====== Dataset records
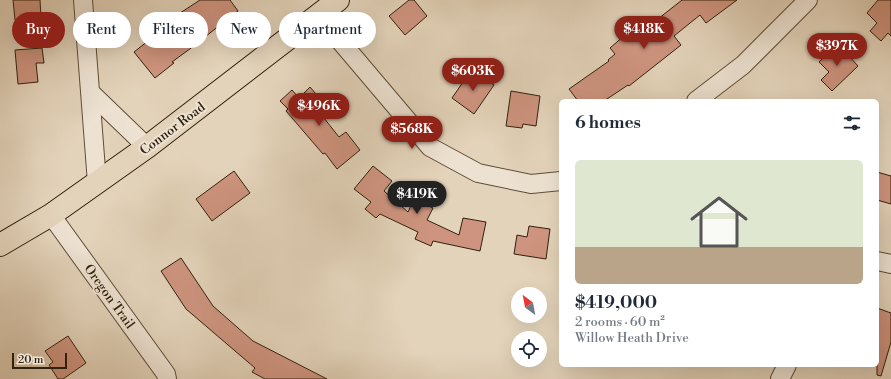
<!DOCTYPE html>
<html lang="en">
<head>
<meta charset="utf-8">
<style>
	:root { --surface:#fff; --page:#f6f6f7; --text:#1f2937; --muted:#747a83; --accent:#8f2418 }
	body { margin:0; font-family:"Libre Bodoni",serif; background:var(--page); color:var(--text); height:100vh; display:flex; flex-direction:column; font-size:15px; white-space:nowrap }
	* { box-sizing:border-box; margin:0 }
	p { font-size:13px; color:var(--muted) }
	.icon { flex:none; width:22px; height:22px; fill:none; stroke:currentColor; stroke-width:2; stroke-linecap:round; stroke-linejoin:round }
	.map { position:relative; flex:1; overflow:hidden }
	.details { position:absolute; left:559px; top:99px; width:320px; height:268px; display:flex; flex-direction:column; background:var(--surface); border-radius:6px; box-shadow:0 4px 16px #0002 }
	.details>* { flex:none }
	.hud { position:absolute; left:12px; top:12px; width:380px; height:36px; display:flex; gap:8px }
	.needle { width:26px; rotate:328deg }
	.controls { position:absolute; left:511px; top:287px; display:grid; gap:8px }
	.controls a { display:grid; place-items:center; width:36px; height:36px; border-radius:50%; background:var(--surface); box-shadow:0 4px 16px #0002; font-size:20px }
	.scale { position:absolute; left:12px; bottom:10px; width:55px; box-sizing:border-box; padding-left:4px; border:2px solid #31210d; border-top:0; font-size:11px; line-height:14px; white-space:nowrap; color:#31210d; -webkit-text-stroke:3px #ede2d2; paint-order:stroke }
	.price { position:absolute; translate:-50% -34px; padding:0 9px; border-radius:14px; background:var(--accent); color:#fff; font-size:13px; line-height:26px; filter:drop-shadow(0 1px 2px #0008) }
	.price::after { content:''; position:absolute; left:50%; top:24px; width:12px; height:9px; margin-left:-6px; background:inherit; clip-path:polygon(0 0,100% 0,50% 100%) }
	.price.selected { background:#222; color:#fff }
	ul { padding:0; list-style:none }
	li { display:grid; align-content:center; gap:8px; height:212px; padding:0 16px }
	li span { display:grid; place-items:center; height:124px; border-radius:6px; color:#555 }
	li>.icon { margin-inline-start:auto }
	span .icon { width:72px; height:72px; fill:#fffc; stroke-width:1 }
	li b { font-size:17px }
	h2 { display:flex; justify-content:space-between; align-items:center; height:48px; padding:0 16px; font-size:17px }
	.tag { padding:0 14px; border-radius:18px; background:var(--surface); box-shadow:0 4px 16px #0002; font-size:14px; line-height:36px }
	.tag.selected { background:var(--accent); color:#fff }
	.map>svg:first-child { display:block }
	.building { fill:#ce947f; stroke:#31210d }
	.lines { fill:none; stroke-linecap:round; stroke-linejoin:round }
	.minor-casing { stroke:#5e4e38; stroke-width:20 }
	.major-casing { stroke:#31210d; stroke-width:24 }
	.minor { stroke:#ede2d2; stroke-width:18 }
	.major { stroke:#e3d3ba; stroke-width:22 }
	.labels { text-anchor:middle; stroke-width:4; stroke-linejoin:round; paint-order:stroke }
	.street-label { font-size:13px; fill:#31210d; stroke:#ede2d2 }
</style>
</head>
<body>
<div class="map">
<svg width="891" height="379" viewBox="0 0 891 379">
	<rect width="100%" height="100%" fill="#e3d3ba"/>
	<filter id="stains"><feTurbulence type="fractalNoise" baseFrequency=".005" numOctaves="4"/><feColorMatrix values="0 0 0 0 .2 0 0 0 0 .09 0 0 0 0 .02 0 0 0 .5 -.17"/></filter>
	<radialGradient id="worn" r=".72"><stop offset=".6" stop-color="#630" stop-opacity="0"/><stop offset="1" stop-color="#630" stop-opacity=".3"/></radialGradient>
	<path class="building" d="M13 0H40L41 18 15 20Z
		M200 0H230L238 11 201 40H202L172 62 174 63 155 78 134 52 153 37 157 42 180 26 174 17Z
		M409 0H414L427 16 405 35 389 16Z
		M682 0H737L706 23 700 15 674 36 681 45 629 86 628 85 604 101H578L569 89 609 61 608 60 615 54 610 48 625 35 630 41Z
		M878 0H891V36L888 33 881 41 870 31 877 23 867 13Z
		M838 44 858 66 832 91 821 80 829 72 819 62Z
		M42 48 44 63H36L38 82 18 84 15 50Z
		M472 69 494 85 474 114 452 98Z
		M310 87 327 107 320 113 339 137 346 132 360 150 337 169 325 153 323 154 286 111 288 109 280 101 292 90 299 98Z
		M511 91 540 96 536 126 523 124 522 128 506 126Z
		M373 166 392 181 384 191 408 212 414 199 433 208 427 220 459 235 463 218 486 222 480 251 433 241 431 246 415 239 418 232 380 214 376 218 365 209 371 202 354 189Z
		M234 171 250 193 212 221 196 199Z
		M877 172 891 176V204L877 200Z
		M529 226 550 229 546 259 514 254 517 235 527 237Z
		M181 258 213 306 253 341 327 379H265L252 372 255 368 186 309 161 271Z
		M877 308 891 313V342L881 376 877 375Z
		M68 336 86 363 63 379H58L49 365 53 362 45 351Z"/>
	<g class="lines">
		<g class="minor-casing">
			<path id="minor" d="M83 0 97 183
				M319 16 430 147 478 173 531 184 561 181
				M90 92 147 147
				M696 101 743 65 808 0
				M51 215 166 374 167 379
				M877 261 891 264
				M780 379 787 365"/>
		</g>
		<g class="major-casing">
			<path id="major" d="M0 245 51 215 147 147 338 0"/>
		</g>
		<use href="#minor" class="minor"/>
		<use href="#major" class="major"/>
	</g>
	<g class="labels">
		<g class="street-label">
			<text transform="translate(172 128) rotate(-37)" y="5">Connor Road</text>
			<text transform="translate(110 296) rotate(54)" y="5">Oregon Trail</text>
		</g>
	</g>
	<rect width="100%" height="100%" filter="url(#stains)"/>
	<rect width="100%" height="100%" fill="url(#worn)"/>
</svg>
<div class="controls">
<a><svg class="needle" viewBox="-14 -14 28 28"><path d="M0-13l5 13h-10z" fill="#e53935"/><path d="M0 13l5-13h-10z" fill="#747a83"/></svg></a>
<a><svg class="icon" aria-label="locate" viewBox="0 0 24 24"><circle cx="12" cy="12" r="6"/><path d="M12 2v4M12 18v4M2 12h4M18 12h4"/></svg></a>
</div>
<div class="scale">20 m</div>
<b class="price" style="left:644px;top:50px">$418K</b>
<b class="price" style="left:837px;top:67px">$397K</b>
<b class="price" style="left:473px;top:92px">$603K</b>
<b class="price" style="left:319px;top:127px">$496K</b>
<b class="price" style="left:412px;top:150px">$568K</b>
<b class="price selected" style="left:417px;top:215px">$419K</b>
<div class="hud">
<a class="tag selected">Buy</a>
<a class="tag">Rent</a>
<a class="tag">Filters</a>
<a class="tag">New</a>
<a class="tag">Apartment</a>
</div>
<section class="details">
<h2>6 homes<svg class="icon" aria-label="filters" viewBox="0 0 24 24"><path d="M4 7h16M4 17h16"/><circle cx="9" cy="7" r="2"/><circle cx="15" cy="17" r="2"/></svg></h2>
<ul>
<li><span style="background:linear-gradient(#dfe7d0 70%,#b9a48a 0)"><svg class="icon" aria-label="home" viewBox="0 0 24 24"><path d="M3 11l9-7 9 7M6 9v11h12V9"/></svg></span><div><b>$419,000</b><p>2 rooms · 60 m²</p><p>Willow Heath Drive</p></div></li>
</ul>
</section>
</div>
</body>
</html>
============
Work instruction
Search the records for the string "none", and copy every line that holds it.

Result for this exercise
	.icon { flex:none; width:22px; height:22px; fill:none; stroke:currentColor; stroke-width:2; stroke-linecap:round; stroke-linejoin:round }
	.details>* { flex:none }
	ul { padding:0; list-style:none }
	.lines { fill:none; stroke-linecap:round; stroke-linejoin:round }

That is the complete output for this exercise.